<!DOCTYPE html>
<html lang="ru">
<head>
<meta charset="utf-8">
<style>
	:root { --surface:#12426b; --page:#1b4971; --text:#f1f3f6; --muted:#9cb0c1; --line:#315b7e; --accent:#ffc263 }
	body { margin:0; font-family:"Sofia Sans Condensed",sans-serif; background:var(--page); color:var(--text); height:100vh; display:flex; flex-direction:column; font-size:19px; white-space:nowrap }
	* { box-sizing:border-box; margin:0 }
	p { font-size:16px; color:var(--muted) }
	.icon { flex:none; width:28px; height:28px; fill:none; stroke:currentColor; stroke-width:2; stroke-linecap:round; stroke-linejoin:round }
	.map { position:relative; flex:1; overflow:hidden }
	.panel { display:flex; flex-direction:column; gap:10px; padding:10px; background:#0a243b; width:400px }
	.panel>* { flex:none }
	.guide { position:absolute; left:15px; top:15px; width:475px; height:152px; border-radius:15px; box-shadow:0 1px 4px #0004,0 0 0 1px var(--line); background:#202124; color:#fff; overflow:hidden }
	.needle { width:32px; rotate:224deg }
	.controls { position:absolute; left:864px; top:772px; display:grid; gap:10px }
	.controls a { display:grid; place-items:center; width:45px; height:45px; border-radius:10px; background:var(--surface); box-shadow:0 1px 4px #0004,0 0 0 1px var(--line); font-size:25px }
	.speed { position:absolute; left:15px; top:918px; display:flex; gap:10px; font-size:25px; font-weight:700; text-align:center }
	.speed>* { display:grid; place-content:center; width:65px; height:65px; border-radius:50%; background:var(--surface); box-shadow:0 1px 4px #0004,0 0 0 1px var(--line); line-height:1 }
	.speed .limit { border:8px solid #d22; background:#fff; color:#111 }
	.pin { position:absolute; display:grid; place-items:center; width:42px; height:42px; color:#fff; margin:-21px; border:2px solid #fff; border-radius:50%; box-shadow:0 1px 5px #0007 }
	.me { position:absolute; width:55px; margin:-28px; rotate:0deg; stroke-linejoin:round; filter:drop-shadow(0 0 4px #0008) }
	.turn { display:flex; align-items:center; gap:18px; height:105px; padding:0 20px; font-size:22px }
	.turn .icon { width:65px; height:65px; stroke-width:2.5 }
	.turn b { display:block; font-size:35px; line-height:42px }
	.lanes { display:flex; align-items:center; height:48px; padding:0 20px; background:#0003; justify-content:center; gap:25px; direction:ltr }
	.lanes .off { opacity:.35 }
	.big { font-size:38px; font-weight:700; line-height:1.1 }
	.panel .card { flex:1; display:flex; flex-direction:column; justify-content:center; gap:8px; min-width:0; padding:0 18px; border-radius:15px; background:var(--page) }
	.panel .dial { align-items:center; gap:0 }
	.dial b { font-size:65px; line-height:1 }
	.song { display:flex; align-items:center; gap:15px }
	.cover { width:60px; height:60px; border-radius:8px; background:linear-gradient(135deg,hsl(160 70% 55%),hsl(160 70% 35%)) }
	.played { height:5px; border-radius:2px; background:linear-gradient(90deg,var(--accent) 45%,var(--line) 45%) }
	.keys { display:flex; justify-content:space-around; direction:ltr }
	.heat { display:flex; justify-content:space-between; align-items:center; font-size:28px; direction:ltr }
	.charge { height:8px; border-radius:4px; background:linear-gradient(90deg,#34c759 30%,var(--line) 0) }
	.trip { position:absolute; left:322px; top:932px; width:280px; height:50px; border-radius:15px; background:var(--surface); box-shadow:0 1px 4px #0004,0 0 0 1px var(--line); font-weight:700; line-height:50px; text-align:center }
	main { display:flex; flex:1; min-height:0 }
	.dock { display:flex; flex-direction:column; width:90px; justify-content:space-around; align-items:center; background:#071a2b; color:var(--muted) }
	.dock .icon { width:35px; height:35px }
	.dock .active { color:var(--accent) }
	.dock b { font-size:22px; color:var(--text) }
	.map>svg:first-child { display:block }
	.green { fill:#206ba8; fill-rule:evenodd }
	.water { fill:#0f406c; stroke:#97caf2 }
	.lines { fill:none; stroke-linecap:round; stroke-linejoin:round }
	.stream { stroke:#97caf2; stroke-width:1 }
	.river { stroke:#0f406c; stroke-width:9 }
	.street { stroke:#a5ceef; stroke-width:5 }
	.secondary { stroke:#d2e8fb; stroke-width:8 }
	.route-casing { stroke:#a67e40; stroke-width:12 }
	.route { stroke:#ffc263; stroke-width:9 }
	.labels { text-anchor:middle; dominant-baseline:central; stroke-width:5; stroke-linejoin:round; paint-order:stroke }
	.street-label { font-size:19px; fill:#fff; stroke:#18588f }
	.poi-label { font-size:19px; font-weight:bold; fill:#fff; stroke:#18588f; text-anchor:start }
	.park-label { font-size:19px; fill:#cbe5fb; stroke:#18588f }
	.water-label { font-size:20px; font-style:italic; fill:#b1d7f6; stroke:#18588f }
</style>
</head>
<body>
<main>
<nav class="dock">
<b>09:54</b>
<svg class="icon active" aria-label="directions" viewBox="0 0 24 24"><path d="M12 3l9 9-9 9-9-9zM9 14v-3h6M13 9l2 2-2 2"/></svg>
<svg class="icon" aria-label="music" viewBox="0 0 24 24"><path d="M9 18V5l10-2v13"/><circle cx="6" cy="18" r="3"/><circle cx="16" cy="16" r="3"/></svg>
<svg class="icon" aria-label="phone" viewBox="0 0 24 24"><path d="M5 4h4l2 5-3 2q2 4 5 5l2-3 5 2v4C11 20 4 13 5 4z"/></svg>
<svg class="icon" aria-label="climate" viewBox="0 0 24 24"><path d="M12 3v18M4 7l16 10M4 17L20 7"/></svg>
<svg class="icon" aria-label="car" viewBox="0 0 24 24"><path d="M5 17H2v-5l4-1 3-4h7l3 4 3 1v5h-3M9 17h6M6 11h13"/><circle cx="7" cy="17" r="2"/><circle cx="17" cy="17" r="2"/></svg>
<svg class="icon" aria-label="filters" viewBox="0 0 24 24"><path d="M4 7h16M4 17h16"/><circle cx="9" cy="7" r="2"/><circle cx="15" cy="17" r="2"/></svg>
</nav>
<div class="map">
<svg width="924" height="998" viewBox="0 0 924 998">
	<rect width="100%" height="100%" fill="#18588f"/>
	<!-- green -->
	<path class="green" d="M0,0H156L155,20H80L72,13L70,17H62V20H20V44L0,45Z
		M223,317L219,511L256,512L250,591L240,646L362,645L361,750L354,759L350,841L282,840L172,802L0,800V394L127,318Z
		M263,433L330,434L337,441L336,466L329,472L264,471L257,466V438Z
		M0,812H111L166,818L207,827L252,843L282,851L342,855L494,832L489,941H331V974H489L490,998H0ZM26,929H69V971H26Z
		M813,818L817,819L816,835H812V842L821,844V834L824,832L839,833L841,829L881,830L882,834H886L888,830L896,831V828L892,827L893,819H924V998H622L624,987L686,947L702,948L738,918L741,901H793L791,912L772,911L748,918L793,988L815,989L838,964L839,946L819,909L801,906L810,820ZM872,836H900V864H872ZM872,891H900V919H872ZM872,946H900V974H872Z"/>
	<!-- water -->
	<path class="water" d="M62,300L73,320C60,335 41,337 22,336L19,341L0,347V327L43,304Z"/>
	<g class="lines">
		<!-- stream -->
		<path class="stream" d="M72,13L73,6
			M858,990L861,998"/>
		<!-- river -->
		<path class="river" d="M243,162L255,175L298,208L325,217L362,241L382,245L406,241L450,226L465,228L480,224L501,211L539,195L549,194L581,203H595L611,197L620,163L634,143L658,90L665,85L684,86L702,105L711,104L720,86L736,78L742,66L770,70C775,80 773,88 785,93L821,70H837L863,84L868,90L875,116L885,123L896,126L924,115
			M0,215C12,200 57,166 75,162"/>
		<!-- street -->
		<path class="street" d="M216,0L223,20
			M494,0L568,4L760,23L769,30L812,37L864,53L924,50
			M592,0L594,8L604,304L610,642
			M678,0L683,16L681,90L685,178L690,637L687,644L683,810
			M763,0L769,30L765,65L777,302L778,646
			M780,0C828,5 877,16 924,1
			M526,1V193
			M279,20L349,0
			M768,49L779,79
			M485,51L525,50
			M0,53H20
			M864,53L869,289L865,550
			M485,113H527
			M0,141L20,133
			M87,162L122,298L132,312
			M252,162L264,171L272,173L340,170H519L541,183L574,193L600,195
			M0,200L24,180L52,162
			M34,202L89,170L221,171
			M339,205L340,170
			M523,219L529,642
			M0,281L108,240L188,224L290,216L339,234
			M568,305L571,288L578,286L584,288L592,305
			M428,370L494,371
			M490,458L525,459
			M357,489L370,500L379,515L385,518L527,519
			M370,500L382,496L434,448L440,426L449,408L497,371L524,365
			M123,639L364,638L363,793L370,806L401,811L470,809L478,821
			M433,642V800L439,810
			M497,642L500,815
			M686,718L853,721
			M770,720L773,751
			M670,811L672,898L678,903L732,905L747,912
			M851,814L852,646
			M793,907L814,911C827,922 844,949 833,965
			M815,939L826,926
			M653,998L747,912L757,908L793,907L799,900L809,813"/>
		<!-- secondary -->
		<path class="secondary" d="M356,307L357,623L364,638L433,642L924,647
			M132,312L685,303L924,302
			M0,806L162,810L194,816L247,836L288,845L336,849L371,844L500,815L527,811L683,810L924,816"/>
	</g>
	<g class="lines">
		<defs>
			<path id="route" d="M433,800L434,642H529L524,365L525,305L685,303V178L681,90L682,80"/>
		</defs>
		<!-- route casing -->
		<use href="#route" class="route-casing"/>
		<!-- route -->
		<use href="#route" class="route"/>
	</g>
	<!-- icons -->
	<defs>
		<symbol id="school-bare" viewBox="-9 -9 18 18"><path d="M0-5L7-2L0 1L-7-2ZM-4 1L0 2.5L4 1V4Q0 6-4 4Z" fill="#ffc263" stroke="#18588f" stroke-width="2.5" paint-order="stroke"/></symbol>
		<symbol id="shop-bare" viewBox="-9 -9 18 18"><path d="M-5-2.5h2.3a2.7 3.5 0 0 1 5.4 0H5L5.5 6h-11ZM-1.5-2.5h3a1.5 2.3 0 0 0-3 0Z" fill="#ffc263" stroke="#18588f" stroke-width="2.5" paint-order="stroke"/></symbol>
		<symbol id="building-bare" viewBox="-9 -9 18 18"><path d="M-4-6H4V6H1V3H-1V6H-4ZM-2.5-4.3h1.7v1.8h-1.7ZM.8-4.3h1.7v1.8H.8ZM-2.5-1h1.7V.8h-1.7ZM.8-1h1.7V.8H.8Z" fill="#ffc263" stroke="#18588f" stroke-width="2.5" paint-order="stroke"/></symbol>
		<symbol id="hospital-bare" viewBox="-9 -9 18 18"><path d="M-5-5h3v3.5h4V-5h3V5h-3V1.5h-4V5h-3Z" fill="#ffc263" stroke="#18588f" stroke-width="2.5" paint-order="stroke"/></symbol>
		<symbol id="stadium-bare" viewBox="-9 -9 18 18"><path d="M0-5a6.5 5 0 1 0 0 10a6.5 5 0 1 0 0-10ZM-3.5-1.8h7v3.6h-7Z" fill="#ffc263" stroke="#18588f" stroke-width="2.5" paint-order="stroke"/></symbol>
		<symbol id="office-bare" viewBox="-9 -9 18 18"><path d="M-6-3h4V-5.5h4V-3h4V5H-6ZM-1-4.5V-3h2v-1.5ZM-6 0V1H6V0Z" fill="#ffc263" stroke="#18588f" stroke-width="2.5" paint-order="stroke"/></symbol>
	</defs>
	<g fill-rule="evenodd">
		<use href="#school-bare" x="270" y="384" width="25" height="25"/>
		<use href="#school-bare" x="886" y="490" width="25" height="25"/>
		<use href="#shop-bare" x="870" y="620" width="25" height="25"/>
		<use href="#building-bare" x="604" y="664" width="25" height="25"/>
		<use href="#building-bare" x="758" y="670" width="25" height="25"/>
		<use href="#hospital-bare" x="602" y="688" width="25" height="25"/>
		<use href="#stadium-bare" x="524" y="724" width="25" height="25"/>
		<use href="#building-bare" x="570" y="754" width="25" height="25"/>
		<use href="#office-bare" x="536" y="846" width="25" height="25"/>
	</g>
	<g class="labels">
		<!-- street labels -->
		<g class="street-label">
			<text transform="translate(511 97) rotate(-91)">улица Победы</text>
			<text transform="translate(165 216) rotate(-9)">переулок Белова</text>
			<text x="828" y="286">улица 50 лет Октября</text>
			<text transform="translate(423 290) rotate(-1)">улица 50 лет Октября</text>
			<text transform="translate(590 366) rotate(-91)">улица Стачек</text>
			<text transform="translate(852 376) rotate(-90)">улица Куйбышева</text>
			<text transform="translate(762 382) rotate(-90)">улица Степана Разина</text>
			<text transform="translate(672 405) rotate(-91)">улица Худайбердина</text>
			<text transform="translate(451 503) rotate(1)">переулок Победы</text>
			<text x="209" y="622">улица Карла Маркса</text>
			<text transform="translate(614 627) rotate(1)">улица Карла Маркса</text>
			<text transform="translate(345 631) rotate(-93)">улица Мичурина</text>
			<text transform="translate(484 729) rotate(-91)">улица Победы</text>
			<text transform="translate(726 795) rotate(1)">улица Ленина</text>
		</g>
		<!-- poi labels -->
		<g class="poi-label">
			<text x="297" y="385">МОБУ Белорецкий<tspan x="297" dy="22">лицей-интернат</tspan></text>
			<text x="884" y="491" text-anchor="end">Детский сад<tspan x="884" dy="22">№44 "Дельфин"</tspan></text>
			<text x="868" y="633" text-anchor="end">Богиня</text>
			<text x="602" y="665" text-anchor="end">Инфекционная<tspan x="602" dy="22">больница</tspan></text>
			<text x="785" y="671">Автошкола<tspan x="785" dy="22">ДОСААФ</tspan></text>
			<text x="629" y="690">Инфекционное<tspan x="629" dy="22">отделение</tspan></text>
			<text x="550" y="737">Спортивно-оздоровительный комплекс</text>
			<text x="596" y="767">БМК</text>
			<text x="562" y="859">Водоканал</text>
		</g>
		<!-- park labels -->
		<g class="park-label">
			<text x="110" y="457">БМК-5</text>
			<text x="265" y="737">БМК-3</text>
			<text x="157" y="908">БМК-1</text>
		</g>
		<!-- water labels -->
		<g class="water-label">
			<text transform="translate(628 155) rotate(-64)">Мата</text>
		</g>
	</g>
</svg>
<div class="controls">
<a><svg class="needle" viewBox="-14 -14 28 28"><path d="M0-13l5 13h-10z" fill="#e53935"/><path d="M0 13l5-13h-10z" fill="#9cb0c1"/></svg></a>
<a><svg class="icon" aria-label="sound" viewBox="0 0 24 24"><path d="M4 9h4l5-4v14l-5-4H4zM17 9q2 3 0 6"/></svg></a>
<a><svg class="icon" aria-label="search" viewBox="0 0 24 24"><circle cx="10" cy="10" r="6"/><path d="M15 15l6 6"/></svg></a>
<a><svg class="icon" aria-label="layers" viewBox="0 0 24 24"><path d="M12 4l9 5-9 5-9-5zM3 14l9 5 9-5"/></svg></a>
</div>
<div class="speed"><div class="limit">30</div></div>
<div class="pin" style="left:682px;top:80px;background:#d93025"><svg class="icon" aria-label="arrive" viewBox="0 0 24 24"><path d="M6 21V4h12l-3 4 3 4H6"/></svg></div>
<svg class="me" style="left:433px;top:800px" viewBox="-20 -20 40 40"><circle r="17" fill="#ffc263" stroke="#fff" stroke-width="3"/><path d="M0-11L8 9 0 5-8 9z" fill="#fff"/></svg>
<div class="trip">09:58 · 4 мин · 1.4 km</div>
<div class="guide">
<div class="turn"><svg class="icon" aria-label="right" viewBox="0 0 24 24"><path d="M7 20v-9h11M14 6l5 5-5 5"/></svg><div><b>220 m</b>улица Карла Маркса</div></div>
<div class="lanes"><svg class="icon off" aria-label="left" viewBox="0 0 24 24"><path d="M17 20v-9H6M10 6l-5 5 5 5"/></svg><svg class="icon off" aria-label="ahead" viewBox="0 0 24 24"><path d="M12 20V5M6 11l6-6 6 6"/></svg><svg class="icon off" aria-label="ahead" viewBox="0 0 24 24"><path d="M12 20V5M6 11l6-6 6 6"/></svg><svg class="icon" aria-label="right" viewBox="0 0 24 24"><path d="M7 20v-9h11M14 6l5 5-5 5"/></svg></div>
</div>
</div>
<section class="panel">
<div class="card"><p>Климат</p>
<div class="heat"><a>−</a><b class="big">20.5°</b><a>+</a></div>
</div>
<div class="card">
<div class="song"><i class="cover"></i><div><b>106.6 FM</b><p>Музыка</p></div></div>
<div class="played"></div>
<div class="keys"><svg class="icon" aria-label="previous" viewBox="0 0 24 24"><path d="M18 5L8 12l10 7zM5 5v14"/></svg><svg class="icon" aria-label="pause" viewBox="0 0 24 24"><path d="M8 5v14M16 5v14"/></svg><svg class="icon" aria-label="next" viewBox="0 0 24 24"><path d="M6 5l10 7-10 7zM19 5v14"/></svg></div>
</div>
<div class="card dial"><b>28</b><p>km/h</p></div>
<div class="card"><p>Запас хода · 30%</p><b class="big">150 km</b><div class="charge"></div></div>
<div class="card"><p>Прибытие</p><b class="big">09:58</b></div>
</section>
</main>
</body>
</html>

WHAT TO PRODUCE: Please show the lines of the material that contain the string "hidden".

ANSWER SECTION:
	.map { position:relative; flex:1; overflow:hidden }
	.guide { position:absolute; left:15px; top:15px; width:475px; height:152px; border-radius:15px; box-shadow:0 1px 4px #0004,0 0 0 1px var(--line); background:#202124; color:#fff; overflow:hidden }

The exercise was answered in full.